To describe a general element in F(u,v), we can use a similar approach to what you described for F(u). We can write an element as a linear combination of the basis elements \{1,u,v,uv\}, where the coefficients are from F. This allows us to write any element in F(u,v) as a polynomial in u and v with coefficients in F.

The dimension of F(u,v) over F(u) is given by the degree of the minimal polynomial of v over F(u).

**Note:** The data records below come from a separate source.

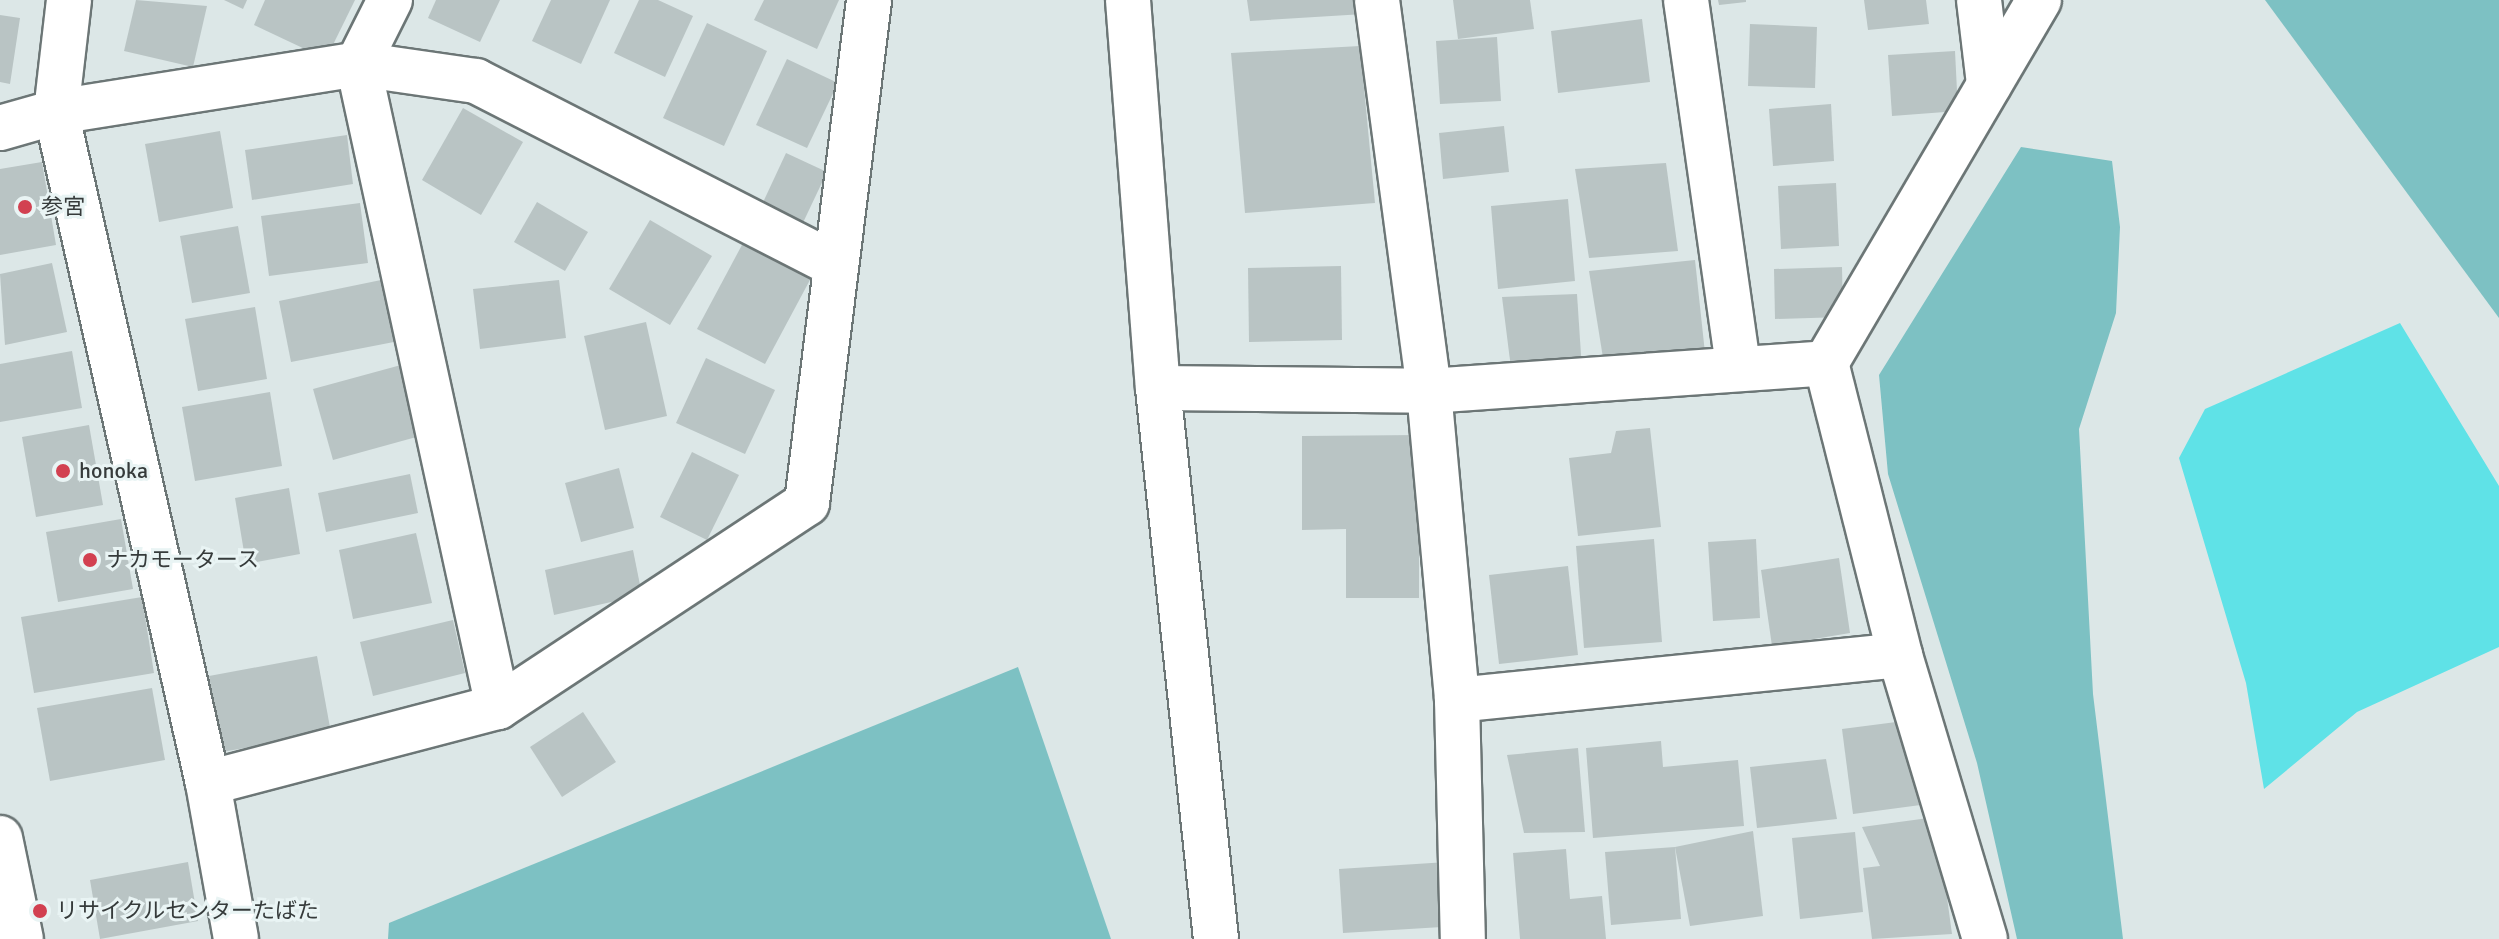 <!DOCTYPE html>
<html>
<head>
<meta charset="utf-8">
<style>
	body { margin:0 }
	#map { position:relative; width:2499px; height:939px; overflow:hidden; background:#dce7e7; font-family:Signika,"Noto Sans JP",sans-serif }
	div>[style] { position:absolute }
	.green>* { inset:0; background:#7dc1c3 }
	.water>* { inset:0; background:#5fe2e7 }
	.building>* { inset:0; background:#b9c4c4 }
	.roads { filter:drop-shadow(2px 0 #6c7676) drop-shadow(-2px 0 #6c7676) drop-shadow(0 2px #6c7676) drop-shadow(0 -2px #6c7676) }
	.minor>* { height:44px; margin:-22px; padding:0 22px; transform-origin:22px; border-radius:22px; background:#fff }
	.dots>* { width:22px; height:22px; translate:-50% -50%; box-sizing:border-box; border:4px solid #e9f4f4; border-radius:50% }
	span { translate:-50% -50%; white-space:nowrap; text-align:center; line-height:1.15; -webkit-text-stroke:6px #e9f4f4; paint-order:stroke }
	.poi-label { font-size:22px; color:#363b3b }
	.left { translate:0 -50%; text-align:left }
</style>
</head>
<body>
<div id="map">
	<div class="green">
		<i style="clip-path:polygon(2265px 0,2499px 0,2499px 318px)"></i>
		<i style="clip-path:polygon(2021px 147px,2112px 161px,2120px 227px,2116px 313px,2079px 429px,2093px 694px,2123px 939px,2017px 939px,1977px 763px,1888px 474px,1879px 375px)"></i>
		<i style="clip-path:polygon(1018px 667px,1111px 939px,388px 939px,389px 923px)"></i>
	</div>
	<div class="water">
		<i style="clip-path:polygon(2400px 323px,2499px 486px,2499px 647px,2357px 712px,2264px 789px,2246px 683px,2179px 458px,2205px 409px)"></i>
	</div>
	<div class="building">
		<i style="clip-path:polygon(136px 0,207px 6px,193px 67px,124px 51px)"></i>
		<i style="clip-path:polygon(224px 0,247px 0,243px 9px)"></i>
		<i style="clip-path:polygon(265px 0,355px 0,326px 59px,254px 25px)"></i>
		<i style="clip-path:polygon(436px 0,500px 0,480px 42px,428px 18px)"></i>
		<i style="clip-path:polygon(551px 0,610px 0,581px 64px,532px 41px)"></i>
		<i style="clip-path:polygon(639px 0,658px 0,693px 16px,665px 77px,614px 53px)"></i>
		<i style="clip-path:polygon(764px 0,839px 0,817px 49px,754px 20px)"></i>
		<i style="clip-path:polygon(1247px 0,1363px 0,1364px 14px,1250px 21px)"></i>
		<i style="clip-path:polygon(1453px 0,1530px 0,1534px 29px,1458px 39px)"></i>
		<i style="clip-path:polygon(1718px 0,1746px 0,1746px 2px,1719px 5px)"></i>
		<i style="clip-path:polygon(1864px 0,1926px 0,1929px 24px,1868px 30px)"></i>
		<i style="clip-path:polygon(0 15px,20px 18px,10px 84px,0 82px)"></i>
		<i style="clip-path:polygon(1642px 19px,1650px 82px,1558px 93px,1551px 31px)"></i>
		<i style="clip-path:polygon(707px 23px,767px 51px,724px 146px,663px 118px)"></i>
		<i style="clip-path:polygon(1750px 24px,1817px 27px,1815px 88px,1748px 86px)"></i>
		<i style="clip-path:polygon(1497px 37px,1501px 101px,1440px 104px,1436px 41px)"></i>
		<i style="clip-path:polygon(1360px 46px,1375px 203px,1245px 213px,1231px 53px)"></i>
		<i style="clip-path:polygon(1955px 51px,1958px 111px,1892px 116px,1888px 55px)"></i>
		<i style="clip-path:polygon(787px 59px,838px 83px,807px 148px,756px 125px)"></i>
		<i style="clip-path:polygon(1831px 104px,1834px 161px,1773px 166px,1769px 109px)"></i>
		<i style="clip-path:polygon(463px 108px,523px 142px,481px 215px,422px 180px)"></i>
		<i style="clip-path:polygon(1504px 126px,1509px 172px,1443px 179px,1439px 133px)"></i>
		<i style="clip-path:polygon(220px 131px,233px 208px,159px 222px,145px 144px)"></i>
		<i style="clip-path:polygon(347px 135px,353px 184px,252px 200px,245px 150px)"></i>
		<i style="clip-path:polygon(786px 153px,827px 172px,800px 229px,759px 211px)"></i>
		<i style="clip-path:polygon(42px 162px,56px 245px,0 255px,0 169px)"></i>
		<i style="clip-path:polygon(1666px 163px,1678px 251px,1589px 258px,1575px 169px)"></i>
		<i style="clip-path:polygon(1836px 183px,1839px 246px,1781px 249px,1778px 186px)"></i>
		<i style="clip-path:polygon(1568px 199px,1575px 281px,1498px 289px,1491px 206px)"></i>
		<i style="clip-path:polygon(537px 202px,588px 232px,565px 271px,514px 242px)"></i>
		<i style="clip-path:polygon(360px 203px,368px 263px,269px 276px,261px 216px)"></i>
		<i style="clip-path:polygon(650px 220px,712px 256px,670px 325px,609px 289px)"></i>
		<i style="clip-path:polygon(238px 226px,250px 293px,192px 303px,180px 236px)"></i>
		<i style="clip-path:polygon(743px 243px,811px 278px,765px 364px,697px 329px)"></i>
		<i style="clip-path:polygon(1695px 260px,1705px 353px,1604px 364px,1589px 271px)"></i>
		<i style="clip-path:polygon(52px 263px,67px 332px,5px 345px,0 274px)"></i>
		<i style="clip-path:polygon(1341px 266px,1342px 340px,1249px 342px,1248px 268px)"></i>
		<i style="clip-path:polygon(1842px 267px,1843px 317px,1775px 319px,1774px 269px)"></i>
		<i style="clip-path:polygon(386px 279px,399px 341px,291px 362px,279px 301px)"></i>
		<i style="clip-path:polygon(559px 280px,566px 338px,480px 349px,473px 289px)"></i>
		<i style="clip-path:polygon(1577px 294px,1582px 370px,1512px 376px,1502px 297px)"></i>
		<i style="clip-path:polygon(255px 307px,267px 379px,198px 391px,185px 319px)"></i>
		<i style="clip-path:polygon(646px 322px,667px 416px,605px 430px,584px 336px)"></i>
		<i style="clip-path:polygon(72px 351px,82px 408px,0 422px,0 364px)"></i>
		<i style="clip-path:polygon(706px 358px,775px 390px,745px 454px,676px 423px)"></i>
		<i style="clip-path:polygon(401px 365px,420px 436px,333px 460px,313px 389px)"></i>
		<i style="clip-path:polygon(270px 392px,282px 466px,195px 481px,182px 407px)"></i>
		<i style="clip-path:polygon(89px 425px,103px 505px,36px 517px,22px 437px)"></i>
		<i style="clip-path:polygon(1650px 428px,1661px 527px,1578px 536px,1569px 458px,1611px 453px,1616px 431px)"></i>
		<i style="clip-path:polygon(1419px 435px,1419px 598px,1346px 598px,1346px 529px,1302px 530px,1302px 436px)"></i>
		<i style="clip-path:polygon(692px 452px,739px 475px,707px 540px,660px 517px)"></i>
		<i style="clip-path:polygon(619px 468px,634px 528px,581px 542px,565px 483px)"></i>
		<i style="clip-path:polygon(410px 474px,418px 513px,326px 532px,318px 493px)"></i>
		<i style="clip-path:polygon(289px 488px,300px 554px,246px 564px,235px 498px)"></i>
		<i style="clip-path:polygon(121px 519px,133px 589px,58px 602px,46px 532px)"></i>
		<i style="clip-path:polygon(416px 533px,432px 603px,353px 619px,339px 550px)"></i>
		<i style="clip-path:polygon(1654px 539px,1662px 642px,1584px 648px,1576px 546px)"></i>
		<i style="clip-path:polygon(1756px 539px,1760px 618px,1713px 621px,1708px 542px)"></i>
		<i style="clip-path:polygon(633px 550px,642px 595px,554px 615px,545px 570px)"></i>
		<i style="clip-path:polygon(1839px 558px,1850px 633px,1772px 646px,1761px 570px)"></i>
		<i style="clip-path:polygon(1568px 566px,1578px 655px,1499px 664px,1489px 575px)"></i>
		<i style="clip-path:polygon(142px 597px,154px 673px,34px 693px,21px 617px)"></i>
		<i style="clip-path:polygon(453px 620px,465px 673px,373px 696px,360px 642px)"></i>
		<i style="clip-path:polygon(317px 656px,331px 733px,222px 752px,209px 676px)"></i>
		<i style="clip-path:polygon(152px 688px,165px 760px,50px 781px,37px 708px)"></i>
		<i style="clip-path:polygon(583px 712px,616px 762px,562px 797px,530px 747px)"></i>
		<i style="clip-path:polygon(1904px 721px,1928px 804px,1853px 814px,1842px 729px)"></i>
		<i style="clip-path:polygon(1661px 741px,1663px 767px,1738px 760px,1744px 826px,1593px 838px,1586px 748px)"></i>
		<i style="clip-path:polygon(1578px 748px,1585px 832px,1524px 833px,1507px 755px)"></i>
		<i style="clip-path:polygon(1826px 759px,1837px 819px,1757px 828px,1750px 767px)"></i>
		<i style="clip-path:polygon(1936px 817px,1952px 934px,1872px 939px,1863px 868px,1880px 866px,1862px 827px)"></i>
		<i style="clip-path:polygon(1753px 831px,1763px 916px,1690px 926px,1675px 847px)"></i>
		<i style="clip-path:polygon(1855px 832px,1863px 912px,1800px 919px,1792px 838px)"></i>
		<i style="clip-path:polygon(1675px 847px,1681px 919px,1611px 925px,1605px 852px)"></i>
		<i style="clip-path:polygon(1566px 849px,1570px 899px,1602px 896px,1606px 939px,1520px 939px,1513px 853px)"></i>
		<i style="clip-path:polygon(188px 862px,198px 921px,100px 939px,90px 880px)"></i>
		<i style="clip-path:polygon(1447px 862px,1442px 927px,1343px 933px,1339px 869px)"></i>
	</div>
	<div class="roads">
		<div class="minor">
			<i style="left:69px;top:0;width:113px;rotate:96.6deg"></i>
			<i style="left:56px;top:112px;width:688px;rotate:77.24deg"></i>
			<i style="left:208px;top:783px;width:158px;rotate:79.8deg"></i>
			<i style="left:390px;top:0;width:72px;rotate:116.6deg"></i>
			<i style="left:358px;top:64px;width:658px;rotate:77.72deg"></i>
			<i style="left:1128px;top:0;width:389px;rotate:85.6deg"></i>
			<i style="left:1158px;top:388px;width:554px;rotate:83.99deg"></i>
			<i style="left:1377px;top:0;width:394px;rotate:82.4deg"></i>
			<i style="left:1429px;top:391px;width:310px;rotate:84.8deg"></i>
			<i style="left:1457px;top:700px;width:239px;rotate:88.6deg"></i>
			<i style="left:1686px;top:0;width:370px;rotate:81.9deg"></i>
			<i style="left:1979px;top:0;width:85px;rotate:83.2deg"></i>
			<i style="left:0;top:128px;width:58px;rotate:-15.9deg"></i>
			<i style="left:56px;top:112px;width:306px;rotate:-9deg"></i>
			<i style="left:358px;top:64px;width:119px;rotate:8.2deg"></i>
			<i style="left:476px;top:81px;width:404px;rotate:27.1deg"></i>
			<i style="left:1158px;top:388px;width:271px;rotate:0.6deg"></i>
			<i style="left:1429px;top:391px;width:398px;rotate:-4deg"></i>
			<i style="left:1457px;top:700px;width:445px;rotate:-5.8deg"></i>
			<i style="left:208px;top:783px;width:300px;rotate:-14.7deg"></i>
			<i style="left:498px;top:707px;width:370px;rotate:-33.4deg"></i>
			<i style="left:807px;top:503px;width:507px;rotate:-82.97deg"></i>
			<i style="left:0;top:838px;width:103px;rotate:78.3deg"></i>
			<i style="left:1985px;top:939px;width:296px;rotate:-106.7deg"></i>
			<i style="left:1900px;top:655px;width:301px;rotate:-104.2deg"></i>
			<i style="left:1826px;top:363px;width:421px;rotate:-59.6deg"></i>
		</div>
	</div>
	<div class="dots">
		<i style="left:25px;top:207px;background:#d24151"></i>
		<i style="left:63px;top:471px;background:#d24151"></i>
		<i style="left:90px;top:560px;background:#d24151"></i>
		<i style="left:40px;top:911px;background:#d24151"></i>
	</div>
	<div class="poi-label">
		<span class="left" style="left:41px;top:207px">参宮</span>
		<span class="left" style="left:79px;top:471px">honoka</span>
		<span class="left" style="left:106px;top:560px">ナカモータース</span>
		<span class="left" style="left:56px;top:911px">リサイクルセンターたばた</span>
	</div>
</div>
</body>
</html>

This can be found by constructing the minimal polynomial using the relation between u and v, and then calculating its degree. In general, the dimension of F(u,v) over F is equal to the product of the degrees of the minimal polynomials of u and v over F.

I hope this helps clarify the structure of extension fields and how to find the dimension of a larger extension field over a smaller one. Please let me know if you have any further questions.